Municipal Markets Soon To Open Seven Days

Municipal markets around the country could soon open seven days a week. However, Sunday operations will be limited to the sale of fish, before a date will be set for
13 Jun 2020 15:24
Municipal Markets Soon To Open Seven Days
Shoppers at the Suva market on April 3, 2020. Photo: Kelera Sovasiga

Municipal markets around the country could soon open seven days a week.

However, Sunday operations will be limited to the sale of fish, before a date will be set for the opening of the remainder of the market, Minister for Local Government Premila Kumar said.

She said consumer preferences had changed where people opted to shop on weekends.

For the time being, markets will operate between 7am and 7pm on Fridays and Saturdays, Mrs Kumar said.

Municipal councils are considering ways to assist people who want to set up small businesses to sell food, vegetables and related items, she said.
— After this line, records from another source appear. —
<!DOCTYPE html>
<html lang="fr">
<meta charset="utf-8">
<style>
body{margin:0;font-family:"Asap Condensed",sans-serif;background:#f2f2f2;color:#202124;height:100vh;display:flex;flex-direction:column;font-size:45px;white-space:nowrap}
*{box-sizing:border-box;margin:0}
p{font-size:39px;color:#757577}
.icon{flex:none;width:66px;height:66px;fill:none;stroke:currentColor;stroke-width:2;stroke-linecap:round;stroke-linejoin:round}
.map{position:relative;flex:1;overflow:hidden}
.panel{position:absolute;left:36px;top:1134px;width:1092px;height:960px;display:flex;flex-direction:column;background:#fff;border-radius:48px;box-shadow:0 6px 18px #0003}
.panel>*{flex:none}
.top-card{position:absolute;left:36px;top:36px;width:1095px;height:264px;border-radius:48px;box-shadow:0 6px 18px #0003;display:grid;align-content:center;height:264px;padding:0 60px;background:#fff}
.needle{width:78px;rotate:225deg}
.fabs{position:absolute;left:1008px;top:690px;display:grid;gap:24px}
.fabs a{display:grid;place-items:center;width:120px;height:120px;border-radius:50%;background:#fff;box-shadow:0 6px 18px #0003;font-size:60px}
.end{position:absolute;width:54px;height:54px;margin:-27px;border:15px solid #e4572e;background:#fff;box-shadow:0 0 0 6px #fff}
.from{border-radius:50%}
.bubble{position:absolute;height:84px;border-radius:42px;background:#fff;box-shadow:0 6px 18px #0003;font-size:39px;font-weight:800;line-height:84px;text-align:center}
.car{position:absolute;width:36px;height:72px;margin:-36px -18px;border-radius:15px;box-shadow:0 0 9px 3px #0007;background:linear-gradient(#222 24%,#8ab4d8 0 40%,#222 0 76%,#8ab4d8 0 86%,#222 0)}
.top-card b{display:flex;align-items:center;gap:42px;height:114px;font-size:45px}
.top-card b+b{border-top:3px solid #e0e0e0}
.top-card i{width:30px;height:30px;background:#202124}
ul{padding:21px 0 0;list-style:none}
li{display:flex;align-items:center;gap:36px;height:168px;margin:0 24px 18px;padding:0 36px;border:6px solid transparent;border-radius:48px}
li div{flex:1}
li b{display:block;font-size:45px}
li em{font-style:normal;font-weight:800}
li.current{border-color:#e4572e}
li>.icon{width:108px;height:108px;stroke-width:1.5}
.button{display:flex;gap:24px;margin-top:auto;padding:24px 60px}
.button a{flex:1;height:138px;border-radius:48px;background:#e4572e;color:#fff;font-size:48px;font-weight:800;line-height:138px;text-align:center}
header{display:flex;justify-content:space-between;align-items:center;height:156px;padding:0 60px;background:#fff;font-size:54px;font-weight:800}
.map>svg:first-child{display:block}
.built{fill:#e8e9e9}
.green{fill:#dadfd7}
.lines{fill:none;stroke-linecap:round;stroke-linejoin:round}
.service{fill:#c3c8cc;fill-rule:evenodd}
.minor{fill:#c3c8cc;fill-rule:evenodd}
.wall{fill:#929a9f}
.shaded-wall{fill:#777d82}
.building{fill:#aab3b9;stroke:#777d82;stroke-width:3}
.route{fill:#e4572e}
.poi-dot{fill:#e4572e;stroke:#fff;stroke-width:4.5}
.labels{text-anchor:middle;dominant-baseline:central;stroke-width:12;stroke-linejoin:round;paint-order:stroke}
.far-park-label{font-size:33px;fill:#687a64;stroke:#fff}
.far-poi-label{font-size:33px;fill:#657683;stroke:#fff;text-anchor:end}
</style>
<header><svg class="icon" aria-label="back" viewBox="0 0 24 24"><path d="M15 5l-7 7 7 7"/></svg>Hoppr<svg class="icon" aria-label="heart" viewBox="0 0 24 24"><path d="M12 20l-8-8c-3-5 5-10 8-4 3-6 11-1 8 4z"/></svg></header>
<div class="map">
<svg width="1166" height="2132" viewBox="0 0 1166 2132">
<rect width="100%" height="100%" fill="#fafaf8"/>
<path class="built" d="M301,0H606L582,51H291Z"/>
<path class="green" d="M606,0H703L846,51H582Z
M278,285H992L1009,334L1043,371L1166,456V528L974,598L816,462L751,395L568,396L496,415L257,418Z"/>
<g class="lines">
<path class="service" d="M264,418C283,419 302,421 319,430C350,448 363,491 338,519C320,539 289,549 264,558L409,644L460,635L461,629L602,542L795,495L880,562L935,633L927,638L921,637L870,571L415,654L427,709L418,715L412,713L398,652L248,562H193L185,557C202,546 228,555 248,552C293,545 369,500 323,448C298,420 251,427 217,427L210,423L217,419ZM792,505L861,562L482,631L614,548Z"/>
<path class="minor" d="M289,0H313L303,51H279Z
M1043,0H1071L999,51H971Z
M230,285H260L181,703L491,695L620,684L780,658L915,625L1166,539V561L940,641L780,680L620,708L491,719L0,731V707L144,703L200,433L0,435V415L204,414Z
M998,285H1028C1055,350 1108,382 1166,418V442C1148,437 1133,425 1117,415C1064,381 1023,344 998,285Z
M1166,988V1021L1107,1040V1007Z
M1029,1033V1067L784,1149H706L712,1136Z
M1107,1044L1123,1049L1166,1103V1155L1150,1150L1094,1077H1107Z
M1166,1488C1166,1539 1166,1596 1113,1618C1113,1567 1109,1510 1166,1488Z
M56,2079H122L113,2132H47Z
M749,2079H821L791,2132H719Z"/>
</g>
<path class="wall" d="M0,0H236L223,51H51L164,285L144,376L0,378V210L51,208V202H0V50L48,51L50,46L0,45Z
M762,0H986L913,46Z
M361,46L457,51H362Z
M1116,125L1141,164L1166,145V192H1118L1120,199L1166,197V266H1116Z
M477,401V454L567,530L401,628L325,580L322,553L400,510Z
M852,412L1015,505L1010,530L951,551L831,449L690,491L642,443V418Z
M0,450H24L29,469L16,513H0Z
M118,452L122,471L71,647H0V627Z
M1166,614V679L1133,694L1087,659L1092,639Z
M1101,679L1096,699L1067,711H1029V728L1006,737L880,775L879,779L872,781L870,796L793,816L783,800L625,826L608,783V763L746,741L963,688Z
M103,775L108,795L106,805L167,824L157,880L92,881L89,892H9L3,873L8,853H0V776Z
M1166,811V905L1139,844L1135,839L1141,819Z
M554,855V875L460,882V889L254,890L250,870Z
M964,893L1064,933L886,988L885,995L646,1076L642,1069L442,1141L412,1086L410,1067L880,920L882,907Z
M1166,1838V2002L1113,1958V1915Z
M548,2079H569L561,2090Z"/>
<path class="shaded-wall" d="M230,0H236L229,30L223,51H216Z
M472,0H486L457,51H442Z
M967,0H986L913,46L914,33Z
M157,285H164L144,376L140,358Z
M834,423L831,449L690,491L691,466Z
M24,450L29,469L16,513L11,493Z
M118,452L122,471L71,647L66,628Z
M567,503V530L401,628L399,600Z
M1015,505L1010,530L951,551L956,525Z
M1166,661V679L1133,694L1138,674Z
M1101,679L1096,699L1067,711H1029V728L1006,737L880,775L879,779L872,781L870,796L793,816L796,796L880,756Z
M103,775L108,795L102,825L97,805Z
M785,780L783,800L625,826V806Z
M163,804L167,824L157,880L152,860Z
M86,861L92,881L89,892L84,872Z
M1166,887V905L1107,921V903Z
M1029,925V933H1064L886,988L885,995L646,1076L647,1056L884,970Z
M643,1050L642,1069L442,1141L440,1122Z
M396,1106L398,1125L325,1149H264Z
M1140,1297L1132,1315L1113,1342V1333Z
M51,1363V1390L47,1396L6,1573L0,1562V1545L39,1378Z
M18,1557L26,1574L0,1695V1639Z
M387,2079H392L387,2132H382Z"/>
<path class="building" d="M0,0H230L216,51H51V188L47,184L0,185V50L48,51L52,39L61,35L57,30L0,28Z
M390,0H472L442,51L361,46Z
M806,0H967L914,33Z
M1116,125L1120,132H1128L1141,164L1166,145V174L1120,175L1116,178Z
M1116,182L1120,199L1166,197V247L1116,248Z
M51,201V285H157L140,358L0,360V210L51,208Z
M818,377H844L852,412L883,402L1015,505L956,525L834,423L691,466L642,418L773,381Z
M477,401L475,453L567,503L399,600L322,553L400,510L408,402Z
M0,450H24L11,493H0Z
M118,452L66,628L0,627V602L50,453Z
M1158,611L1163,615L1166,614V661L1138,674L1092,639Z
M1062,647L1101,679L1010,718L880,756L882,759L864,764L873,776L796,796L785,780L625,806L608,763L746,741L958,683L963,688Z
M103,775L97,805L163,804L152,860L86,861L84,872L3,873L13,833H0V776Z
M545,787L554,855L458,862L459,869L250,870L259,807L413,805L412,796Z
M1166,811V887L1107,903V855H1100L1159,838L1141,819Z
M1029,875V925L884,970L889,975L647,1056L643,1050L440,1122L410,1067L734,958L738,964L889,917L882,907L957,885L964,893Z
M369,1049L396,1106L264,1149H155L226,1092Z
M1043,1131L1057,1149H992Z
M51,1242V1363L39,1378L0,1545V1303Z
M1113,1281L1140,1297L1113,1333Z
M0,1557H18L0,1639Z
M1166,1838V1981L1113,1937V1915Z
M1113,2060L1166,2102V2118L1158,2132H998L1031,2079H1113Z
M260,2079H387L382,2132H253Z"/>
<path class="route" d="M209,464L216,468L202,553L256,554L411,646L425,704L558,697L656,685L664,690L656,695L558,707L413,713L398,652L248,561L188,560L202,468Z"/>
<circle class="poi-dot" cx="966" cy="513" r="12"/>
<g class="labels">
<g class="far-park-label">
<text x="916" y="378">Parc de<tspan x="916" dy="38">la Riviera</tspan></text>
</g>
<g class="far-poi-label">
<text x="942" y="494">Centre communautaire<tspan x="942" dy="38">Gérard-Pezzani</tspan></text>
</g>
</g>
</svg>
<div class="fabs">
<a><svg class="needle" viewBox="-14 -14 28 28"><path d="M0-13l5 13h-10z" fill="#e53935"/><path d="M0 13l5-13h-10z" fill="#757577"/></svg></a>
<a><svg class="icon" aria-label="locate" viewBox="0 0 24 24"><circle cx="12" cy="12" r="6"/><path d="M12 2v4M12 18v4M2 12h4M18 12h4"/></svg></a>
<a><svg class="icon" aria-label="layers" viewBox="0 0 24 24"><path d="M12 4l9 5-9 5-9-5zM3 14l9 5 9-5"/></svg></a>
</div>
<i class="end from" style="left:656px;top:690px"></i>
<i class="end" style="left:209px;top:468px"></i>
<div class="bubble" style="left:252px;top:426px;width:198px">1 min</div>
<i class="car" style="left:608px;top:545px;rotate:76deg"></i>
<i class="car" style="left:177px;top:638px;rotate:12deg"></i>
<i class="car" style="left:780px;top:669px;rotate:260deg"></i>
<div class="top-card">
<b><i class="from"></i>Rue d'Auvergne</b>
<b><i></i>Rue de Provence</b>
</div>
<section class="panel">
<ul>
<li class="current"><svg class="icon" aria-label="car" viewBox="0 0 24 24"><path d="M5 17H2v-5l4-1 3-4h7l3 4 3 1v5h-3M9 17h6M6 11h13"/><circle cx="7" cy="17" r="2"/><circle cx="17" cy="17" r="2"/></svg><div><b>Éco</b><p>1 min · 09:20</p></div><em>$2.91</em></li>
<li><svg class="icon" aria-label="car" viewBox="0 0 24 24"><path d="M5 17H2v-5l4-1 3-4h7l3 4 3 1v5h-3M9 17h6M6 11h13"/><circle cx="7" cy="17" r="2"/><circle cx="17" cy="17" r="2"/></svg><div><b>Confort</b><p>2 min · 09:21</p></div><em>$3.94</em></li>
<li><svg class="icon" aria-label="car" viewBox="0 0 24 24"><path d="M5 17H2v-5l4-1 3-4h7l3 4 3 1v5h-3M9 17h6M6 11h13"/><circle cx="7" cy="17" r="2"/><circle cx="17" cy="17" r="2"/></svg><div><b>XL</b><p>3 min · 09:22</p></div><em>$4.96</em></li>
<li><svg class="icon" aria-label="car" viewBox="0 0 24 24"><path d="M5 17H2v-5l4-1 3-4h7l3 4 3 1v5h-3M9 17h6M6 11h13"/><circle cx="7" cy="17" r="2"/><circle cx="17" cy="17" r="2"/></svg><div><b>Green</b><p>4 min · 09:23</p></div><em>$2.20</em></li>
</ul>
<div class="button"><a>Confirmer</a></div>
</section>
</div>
The Nadi Town Council has set up a flea market at Votualevu and another within the town area on weekends.

Mrs Kumar said the Lautoka City Council was mapping out the prospects of a night market at a location beside the bus station.

“It is a good location because it is between the bus station and the minibus stand, so the food traffic is much bigger.”


“Our markets look confused.

“We need to organise the markets so that it is fair and logical.”

Mrs Kumar will deal with unscrupulous market vendors who operate as many as eight stalls, each rented under immediate family members. Investigations found that some stall owners had stalls under their wives and children’s names, she said.

Other stall owners were major suppliers of vegetables to resorts and hotels, she added.

Mrs Kumar called for the establishment of SME markets, where small cubicles were given to small businesses at a higher price.

“They do their business and close up when they want.”

The Minister has urged vendors who sub-leased their tables to put an end to it.

Dictating terms

Mrs Kumar said some vendors dictated the way market managers and municipal councils should run the show.

“These vendors initially demanded that stalls inside the market enclosure be given to them.When farmers come down on weekends to sell, either at a separate farmers’ market or the outside of the markets, inside vendors soon realise that most buyers dealt with farmers outside, and usually did not venture into the market.”

The same set of indoor vendors have booked places outside the markets on weekends, among weekend vendors, Mrs Kumar said.

“These vendors created this problem of confusion for themselves.”

As a solution, the markets should not differentiate between vendors and farmers.”

“We need to get rid of that and allow anyone who wants to sell their produce to be given a stall.”

Informal stalls

Mrs Kumar said roadside vendors woulb soon be notified of the dangers associated with their operations.

She said the influx of informal stalls or small selling points along the roadside were in some cases, positioned at dangerous locations.

“Our policy is to create a space for people wanting to sell, whether in the market or at satellite markets.

“We are discouraging people from setting up stalls everywhere as it is not safe.”

Municipal council will write to such vendors to cease such operations, Mrs Kumar said.